Data for processing:

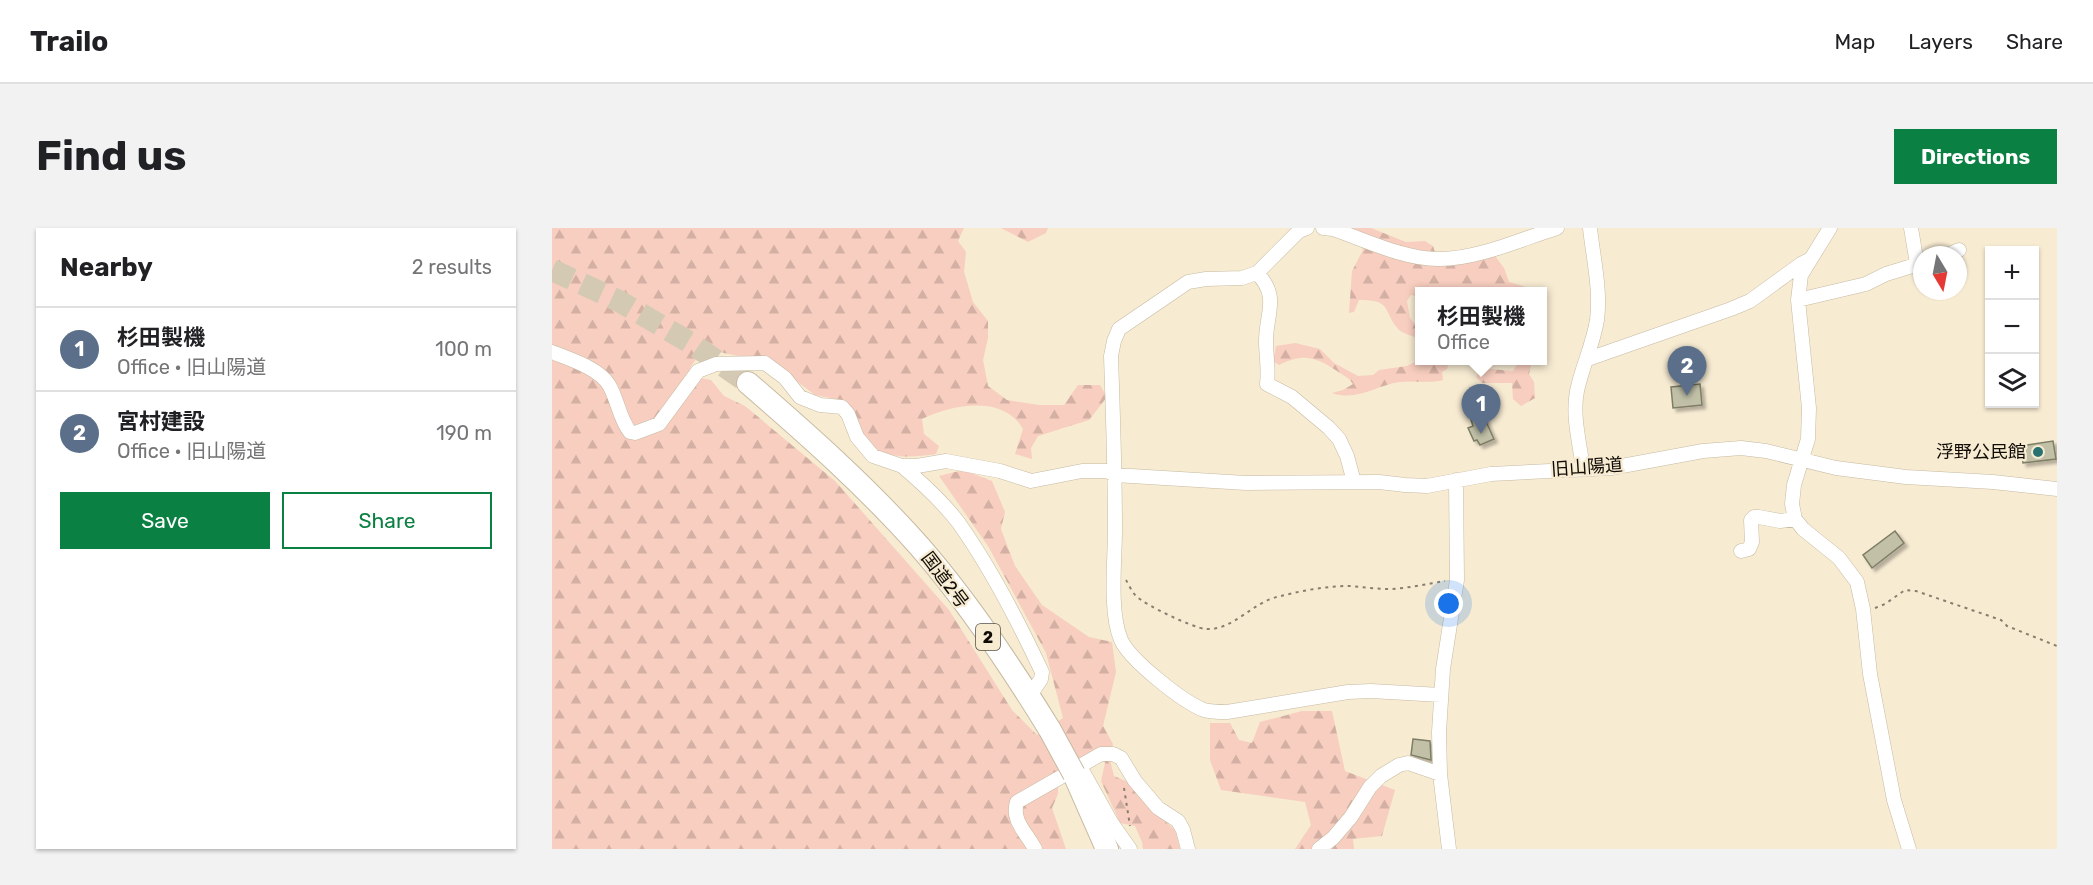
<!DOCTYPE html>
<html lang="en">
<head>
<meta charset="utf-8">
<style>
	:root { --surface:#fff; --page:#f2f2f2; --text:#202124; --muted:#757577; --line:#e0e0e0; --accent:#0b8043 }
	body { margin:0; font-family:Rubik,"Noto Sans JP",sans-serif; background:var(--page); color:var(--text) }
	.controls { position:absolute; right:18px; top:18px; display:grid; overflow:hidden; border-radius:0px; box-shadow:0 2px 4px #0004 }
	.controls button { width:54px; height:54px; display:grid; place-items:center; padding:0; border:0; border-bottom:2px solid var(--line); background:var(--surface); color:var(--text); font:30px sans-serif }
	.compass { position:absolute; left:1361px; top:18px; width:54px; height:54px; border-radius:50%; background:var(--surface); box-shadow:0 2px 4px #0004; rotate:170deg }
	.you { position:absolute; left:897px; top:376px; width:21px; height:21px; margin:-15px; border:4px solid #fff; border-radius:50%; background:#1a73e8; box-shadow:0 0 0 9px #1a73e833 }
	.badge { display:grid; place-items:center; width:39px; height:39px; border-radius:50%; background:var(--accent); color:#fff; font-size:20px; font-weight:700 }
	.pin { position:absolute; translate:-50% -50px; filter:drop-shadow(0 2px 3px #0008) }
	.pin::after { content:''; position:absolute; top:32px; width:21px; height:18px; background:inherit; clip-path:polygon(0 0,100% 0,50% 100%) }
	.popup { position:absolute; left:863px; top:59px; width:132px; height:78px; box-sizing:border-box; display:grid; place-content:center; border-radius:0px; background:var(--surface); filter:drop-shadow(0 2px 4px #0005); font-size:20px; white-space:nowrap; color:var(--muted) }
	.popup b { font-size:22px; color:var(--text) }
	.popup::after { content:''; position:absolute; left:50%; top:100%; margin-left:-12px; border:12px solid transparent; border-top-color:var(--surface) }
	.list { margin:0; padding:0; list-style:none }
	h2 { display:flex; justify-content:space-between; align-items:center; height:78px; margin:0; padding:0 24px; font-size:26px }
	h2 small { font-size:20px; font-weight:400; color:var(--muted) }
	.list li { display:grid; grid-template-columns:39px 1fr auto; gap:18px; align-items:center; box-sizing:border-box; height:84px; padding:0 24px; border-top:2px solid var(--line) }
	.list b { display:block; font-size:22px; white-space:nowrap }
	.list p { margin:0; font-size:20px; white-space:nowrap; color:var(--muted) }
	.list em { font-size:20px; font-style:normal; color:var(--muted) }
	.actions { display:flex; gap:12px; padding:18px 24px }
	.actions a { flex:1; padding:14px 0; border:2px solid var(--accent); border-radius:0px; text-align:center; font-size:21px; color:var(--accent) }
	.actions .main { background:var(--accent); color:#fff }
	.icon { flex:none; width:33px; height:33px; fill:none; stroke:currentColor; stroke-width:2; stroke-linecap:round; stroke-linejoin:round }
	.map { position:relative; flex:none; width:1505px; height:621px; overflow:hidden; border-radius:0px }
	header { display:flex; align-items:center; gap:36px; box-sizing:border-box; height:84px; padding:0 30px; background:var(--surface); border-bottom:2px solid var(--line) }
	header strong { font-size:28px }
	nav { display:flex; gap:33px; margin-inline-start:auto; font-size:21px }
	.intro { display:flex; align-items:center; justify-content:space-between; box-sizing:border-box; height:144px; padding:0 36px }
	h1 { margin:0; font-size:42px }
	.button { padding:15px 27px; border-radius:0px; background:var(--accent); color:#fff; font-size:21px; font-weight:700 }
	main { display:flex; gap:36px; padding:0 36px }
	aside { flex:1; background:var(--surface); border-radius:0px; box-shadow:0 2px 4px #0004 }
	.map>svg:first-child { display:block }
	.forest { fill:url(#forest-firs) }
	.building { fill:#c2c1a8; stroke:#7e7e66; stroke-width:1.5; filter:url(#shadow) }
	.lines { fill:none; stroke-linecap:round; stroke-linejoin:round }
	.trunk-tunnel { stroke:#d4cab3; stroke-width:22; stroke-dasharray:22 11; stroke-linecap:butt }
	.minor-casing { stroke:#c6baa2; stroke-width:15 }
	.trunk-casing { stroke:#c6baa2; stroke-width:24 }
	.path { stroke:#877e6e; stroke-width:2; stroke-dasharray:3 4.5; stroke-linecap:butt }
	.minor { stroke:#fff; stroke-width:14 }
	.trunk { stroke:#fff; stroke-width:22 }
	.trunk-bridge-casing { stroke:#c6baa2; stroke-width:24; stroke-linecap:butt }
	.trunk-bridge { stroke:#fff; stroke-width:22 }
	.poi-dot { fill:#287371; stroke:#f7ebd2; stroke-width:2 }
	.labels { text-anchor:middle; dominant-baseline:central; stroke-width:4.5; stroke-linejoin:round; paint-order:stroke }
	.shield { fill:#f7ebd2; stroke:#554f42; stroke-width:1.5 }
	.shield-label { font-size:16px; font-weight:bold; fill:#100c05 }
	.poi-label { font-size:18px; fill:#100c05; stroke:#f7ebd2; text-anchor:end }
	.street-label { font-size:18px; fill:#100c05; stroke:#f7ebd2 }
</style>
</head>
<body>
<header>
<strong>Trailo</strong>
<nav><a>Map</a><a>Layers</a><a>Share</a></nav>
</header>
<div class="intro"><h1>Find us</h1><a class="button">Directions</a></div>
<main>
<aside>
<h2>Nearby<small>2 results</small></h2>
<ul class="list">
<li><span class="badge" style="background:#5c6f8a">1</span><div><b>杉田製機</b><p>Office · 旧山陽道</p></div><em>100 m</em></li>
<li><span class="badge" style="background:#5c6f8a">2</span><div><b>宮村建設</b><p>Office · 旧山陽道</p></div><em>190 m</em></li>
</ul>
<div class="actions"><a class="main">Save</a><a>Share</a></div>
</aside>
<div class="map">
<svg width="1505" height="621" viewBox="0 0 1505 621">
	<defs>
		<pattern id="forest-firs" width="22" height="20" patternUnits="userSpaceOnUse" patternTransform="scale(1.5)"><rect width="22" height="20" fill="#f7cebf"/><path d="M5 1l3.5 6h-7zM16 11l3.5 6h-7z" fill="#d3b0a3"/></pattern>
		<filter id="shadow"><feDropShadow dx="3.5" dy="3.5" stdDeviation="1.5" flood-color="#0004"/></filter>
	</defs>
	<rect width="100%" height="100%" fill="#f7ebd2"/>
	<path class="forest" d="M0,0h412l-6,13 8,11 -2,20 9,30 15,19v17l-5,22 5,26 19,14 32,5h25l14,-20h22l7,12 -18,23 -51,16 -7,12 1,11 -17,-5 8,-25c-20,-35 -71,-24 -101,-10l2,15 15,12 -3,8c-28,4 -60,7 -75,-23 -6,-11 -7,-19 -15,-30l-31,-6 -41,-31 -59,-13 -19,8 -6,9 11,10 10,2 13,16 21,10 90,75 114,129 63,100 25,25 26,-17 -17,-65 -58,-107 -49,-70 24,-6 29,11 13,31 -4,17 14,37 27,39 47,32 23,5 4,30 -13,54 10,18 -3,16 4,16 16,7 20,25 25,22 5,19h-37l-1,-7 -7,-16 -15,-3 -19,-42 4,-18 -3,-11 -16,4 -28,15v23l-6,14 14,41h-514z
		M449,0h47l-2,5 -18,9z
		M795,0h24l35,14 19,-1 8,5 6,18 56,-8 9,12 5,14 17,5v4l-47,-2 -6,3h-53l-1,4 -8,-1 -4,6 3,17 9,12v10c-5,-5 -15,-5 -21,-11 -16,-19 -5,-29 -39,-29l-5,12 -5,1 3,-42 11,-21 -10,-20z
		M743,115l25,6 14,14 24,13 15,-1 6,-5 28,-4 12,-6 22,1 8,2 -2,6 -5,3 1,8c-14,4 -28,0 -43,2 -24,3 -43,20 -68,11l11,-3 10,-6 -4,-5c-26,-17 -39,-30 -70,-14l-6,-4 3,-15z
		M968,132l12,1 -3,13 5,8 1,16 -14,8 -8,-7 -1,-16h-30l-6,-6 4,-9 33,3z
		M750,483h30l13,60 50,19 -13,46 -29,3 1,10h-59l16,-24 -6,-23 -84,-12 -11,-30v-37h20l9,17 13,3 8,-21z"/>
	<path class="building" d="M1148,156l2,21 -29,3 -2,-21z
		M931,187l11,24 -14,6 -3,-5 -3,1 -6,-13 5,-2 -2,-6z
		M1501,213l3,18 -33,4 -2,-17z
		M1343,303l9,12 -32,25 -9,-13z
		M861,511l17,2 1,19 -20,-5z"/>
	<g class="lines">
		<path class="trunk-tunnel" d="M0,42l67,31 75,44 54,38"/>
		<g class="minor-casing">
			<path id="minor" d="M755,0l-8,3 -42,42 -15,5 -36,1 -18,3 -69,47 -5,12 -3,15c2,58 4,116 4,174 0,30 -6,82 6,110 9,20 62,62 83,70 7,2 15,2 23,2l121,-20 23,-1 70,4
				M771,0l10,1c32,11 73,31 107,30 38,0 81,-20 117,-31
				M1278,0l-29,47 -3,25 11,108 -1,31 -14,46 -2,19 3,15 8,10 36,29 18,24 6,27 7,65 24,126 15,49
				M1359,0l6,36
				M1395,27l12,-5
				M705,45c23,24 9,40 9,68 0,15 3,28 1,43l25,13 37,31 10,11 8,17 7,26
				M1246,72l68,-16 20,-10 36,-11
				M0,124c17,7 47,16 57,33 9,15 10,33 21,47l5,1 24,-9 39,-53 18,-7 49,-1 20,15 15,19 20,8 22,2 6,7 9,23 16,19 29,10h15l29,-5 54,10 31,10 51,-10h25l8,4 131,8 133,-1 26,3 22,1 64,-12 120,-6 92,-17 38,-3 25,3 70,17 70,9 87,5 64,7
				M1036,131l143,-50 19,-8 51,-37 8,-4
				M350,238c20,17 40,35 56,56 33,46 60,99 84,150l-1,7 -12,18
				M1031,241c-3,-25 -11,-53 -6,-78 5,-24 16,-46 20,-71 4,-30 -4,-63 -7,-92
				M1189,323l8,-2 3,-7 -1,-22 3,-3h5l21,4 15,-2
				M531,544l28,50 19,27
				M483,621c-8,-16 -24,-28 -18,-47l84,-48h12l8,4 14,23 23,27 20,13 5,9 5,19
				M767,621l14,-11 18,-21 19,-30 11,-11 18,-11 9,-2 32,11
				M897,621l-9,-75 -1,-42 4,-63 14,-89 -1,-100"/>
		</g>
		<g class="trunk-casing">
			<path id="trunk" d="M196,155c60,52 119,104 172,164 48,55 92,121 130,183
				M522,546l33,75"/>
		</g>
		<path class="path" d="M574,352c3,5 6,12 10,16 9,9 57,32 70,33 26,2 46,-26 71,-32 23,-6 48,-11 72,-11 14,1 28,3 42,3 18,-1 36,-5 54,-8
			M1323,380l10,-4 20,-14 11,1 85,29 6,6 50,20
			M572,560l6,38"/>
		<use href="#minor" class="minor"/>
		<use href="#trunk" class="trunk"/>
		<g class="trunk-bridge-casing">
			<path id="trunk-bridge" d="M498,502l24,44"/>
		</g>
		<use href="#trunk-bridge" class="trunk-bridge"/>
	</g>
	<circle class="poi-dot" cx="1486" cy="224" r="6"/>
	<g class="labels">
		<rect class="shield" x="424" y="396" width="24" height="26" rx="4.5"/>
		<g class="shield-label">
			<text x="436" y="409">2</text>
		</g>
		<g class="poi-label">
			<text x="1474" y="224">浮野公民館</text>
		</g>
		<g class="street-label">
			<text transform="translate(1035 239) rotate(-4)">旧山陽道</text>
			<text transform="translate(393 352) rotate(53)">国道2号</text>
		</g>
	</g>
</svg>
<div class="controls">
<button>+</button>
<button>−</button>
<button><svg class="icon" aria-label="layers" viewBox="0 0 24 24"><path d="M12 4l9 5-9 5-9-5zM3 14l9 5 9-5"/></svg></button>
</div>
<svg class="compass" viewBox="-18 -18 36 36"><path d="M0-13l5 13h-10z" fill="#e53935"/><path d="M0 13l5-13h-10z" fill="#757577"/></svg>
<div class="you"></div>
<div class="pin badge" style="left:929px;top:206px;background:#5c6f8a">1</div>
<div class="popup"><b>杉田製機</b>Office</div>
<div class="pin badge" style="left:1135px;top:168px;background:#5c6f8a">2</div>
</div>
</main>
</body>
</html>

Exercise aim: Print, from the entries above, the line with "content:''; position:absolute; top:32px;", the line with "content:''; position:absolute; left:50%;" and all lines between them, exactly and with nothing else.

Task answer:
	.pin::after { content:''; position:absolute; top:32px; width:21px; height:18px; background:inherit; clip-path:polygon(0 0,100% 0,50% 100%) }
	.popup { position:absolute; left:863px; top:59px; width:132px; height:78px; box-sizing:border-box; display:grid; place-content:center; border-radius:0px; background:var(--surface); filter:drop-shadow(0 2px 4px #0005); font-size:20px; white-space:nowrap; color:var(--muted) }
	.popup b { font-size:22px; color:var(--text) }
	.popup::after { content:''; position:absolute; left:50%; top:100%; margin-left:-12px; border:12px solid transparent; border-top-color:var(--surface) }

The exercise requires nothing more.